O Tribunal Superior do Trabalho mudou uma decisão anterior e agora entende que a Administração Pública não é automaticamente responsável por dívidas trabalhistas de empresas terceirizadas. Para que o órgão público seja responsabilizado, o trabalhador precisa provar que houve negligência ou falha na fiscalização por parte do poder público. Não basta apenas a empresa não ter pago os direitos.
O TST, alinhado ao STF, decidiu que a Administração Pública não é automaticamente responsável por dívidas de terceirizadas. O trabalhador deve provar a negligência do órgão público na fiscalização ou escolha da empresa. Inverter o ônus da prova não basta.
O Tribunal Superior do Trabalho (TST) mudou uma decisão anterior sobre a responsabilidade da Administração Pública em casos de terceirização. Agora, para que o órgão público seja responsabilizado por dívidas trabalhistas de uma empresa terceirizada, o trabalhador precisa provar que houve uma falha na fiscalização por parte do ente público. Não basta apenas alegar que a fiscalização não aconteceu.
O Tribunal Superior do Trabalho (TST) mudou seu entendimento sobre a responsabilidade da Administração Pública em contratos terceirizados. Agora, para que um órgão público seja responsabilizado por dívidas trabalhistas de uma empresa contratada, o trabalhador precisa comprovar que houve negligência na fiscalização.

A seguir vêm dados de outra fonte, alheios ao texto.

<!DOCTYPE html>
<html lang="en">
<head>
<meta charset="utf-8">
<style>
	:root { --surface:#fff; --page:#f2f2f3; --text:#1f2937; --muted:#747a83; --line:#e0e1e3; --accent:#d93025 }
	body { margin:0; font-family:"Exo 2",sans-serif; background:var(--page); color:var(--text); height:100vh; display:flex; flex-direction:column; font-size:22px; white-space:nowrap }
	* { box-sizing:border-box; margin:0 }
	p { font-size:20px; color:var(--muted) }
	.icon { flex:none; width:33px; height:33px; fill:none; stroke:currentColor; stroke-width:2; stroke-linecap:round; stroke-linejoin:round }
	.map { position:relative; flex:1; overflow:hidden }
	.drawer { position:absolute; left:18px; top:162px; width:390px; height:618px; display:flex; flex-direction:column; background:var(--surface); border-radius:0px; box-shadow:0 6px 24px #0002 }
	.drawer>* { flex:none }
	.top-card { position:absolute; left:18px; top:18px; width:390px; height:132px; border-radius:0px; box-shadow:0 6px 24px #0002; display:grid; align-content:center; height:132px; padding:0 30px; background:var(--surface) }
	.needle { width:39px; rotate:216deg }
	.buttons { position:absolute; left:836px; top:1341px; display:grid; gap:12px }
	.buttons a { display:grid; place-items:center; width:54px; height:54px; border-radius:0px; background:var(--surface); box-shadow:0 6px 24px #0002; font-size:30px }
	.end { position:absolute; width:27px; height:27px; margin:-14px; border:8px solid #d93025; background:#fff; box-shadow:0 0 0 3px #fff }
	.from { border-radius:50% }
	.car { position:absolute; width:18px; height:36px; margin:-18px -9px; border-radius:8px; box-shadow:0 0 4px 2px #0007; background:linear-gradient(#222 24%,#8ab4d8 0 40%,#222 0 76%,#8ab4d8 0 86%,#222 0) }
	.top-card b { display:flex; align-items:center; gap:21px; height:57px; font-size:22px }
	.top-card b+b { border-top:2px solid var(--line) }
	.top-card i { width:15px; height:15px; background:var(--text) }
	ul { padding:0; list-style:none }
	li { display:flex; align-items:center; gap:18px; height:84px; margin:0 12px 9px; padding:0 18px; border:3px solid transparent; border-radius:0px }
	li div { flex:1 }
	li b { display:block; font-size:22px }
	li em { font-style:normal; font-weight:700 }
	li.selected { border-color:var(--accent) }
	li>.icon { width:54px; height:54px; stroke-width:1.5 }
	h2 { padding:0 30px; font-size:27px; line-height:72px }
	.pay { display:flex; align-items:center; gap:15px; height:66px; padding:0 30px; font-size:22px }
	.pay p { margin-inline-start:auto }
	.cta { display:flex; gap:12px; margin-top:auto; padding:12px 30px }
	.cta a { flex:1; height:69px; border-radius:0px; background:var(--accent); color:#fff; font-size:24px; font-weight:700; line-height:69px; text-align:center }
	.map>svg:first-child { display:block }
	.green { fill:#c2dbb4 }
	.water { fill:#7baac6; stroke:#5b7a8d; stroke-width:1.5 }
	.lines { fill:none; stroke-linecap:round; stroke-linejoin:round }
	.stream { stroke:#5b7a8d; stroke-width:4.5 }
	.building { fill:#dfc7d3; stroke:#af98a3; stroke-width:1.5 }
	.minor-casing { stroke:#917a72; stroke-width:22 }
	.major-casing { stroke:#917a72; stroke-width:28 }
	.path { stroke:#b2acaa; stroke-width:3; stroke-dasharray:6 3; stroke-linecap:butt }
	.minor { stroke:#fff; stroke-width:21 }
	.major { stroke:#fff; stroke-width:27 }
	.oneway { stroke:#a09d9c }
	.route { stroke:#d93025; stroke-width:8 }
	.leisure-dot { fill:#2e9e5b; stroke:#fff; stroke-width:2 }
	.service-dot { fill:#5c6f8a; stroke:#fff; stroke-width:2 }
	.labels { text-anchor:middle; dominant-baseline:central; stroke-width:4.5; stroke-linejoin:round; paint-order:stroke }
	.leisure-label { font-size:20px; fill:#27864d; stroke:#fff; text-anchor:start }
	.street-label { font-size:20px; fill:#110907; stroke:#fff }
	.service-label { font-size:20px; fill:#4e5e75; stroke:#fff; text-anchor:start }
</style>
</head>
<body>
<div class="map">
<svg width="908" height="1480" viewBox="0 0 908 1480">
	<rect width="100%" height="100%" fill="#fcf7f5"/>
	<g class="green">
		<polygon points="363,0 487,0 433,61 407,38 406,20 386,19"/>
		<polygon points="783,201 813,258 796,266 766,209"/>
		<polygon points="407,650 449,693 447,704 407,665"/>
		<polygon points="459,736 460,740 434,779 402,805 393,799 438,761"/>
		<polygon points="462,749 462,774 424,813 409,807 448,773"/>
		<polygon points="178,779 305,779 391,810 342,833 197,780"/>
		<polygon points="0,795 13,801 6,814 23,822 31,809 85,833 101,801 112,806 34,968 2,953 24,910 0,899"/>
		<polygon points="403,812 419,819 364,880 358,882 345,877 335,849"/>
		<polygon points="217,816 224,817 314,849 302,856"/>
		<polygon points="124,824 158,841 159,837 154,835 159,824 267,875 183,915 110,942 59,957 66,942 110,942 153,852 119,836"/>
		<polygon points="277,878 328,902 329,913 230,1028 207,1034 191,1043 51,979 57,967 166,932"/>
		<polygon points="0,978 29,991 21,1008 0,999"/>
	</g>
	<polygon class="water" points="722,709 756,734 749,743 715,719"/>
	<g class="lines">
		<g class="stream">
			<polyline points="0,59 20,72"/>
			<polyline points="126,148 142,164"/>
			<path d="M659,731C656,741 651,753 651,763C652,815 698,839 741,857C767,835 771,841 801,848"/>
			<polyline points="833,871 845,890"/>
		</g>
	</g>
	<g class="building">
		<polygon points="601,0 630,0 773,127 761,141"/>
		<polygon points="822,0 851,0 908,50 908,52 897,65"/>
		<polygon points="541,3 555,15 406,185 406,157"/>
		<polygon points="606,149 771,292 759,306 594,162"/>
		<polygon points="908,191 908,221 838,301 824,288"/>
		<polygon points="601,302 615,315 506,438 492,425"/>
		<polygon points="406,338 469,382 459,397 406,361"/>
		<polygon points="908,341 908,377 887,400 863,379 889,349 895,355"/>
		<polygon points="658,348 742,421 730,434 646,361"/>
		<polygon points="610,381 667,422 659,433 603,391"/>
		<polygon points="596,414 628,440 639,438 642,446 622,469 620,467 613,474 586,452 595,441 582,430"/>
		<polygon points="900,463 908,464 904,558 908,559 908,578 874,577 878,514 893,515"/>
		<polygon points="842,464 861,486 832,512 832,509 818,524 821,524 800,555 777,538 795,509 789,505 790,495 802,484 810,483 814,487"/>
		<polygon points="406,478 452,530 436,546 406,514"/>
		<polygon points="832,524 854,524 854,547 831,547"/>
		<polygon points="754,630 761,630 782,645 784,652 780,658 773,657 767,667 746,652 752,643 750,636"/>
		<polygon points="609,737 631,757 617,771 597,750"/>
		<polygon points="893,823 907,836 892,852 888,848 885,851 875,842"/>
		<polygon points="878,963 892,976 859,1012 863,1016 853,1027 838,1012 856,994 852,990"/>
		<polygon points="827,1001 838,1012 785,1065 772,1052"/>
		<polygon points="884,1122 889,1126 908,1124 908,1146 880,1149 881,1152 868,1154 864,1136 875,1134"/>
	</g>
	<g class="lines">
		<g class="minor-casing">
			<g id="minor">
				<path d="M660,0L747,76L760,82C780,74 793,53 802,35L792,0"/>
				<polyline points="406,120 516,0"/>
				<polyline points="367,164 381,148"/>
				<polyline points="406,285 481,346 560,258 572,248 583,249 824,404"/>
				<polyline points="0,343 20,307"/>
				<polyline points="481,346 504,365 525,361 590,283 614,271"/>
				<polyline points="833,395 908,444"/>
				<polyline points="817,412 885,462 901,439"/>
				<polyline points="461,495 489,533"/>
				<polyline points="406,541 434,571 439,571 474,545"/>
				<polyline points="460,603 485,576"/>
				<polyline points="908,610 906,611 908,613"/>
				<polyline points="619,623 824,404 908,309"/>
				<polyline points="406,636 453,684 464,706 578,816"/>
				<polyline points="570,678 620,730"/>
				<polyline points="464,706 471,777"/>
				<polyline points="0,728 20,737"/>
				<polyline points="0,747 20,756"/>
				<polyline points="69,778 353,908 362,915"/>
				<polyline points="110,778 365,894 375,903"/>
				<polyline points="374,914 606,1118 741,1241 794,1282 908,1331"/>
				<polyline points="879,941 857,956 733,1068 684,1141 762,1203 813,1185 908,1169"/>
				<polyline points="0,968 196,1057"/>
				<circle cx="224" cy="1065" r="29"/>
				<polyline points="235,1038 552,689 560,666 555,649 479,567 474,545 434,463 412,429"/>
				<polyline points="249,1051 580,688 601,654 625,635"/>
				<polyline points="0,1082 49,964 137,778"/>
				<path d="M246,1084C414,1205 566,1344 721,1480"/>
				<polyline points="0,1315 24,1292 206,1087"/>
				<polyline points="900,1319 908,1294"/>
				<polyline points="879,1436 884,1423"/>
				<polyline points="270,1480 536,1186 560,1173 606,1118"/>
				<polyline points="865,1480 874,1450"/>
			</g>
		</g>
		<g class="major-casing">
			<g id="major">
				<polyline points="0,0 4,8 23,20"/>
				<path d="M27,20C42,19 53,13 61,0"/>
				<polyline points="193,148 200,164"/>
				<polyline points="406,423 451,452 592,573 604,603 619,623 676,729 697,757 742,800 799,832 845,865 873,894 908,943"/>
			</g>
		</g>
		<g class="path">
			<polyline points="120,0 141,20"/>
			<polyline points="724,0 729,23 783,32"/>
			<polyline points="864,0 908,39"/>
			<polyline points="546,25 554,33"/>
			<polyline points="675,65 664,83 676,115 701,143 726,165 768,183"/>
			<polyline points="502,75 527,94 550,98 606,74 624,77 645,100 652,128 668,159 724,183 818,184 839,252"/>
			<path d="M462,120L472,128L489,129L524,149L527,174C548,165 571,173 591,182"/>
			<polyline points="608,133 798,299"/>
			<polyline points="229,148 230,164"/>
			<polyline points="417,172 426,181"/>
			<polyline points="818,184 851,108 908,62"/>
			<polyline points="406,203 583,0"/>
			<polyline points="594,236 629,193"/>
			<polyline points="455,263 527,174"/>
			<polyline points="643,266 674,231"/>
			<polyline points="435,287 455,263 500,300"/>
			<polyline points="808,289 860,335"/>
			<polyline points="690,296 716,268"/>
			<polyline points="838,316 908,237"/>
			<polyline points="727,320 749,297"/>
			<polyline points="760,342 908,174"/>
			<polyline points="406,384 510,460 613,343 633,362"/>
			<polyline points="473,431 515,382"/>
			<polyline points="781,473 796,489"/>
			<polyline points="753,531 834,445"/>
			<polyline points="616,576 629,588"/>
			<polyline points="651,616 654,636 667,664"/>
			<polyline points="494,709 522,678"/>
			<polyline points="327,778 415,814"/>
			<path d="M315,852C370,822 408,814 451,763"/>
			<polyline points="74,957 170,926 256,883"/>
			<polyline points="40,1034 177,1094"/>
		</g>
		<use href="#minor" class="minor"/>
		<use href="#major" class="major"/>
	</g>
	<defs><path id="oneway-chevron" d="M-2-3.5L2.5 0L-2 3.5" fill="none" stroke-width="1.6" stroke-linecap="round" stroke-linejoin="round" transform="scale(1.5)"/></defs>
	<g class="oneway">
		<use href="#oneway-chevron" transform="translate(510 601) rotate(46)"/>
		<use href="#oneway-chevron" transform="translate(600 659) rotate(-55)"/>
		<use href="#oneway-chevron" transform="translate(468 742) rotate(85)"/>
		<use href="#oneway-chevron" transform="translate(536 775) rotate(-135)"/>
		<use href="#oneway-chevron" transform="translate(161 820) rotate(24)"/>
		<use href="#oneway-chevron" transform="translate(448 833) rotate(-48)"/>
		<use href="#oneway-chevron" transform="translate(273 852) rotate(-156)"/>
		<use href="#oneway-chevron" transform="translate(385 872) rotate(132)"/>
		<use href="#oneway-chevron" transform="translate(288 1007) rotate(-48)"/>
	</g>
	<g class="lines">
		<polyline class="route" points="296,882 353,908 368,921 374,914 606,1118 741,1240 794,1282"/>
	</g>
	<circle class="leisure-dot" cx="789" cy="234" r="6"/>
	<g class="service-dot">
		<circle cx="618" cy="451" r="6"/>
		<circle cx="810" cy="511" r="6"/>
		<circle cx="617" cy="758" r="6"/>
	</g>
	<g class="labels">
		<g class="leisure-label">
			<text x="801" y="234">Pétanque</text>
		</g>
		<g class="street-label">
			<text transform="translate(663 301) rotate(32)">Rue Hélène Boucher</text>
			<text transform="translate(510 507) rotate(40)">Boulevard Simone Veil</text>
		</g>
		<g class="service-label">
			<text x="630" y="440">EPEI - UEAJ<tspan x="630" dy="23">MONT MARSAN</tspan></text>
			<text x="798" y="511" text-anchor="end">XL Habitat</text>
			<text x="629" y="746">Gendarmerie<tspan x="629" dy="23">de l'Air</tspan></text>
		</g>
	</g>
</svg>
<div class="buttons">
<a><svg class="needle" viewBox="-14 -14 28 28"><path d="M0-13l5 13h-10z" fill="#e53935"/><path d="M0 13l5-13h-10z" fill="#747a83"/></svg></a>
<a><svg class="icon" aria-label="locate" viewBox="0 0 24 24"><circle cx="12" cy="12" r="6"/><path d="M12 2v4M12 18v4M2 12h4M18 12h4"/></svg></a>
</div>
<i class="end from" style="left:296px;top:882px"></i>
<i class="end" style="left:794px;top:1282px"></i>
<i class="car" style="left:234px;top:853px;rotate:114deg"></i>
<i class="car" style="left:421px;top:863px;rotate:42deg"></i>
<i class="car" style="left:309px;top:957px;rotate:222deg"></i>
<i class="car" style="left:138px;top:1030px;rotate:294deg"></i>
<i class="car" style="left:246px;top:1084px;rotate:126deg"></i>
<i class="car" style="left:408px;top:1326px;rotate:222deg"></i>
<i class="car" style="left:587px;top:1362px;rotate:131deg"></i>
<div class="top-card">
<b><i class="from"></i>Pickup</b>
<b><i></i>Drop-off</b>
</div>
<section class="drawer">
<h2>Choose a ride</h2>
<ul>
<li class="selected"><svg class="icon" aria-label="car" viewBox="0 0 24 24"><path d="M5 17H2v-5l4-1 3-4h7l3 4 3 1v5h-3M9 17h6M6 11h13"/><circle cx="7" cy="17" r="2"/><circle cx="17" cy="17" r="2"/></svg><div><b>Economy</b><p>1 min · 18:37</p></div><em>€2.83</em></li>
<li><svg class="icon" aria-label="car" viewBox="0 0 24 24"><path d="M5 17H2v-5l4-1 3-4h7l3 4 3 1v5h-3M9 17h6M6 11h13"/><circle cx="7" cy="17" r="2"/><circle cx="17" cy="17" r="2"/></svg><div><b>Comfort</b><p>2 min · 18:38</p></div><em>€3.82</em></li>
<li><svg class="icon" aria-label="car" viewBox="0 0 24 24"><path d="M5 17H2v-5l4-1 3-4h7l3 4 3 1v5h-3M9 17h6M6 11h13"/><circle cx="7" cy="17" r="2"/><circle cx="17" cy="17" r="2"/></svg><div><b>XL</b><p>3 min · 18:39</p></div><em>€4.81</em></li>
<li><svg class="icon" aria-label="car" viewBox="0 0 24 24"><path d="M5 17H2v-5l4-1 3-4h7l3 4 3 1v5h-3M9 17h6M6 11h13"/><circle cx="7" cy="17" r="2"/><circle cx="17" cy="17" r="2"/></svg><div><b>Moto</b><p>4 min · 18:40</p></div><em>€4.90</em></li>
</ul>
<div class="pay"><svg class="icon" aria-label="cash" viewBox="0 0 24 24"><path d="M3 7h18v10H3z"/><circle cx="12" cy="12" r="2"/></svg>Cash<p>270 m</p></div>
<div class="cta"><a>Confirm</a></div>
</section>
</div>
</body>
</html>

Não basta apenas alegar que o órgão não provou ter fiscalizado o contrato, conforme o novo posicionamento do Supremo Tribunal Federal.
O Tribunal Superior do Trabalho (TST) mudou uma decisão anterior e entendeu que um órgão público não pode ser responsabilizado automaticamente por dívidas trabalhistas de uma empresa terceirizada. Para que o órgão público seja responsabilizado, o trabalhador precisa provar que houve falha na fiscalização ou na escolha da empresa. Não basta apenas dizer que o órgão não fiscalizou; a prova da culpa é essencial e deve ser feita por quem alega.
O Tribunal Superior do Trabalho (TST) mudou seu entendimento sobre a responsabilidade da Administração Pública por dívidas trabalhistas de empresas terceirizadas. Agora, para que o órgão público seja responsabilizado, o trabalhador precisa provar que houve falha na escolha ou na fiscalização da empresa terceirizada. Não basta apenas dizer que o órgão não provou que fiscalizou, o trabalhador é quem deve apresentar as provas.
O Tribunal Superior do Trabalho (TST) decidiu que a Administração Pública não pode ser responsabilizada automaticamente por dívidas trabalhistas de empresas terceirizadas. Para que isso aconteça, o trabalhador precisa provar que o órgão público foi negligente na fiscalização do contrato, e não apenas que o órgão não apresentou provas de que fiscalizou. Essa decisão segue um entendimento recente do Supremo Tribunal Federal (STF).
O Tribunal Superior do Trabalho (TST) decidiu que, em processos trabalhistas iniciados após a Reforma de 2017, o valor que o trabalhador pede inicialmente na ação é apenas uma estimativa. Isso significa que a condenação final da empresa pode ser maior do que o valor sugerido no início do processo. Essa decisão visa garantir que o trabalhador receba o valor justo, mesmo que a estimativa inicial tenha sido menor.
O Tribunal Superior do Trabalho (TST) confirmou uma decisão que negou um recurso de uma empresa. A empresa questionava os cálculos de FGTS e multa sobre horas extras, mas não conseguiu demonstrar claramente onde estava o erro. Isso aconteceu porque ela não comparou de forma detalhada seus argumentos com a decisão anterior, conforme exigido pela lei.
O TST reverteu uma decisão anterior, alinhando-se ao entendimento do STF. Agora, para que a Administração Pública seja responsabilizada subsidiariamente por dívidas trabalhistas de empresas terceirizadas, o trabalhador precisa comprovar que houve falha ou negligência do poder público na fiscalização do contrato. Não basta apenas o não pagamento pela empresa contratada; a culpa do ente público deve ser provada.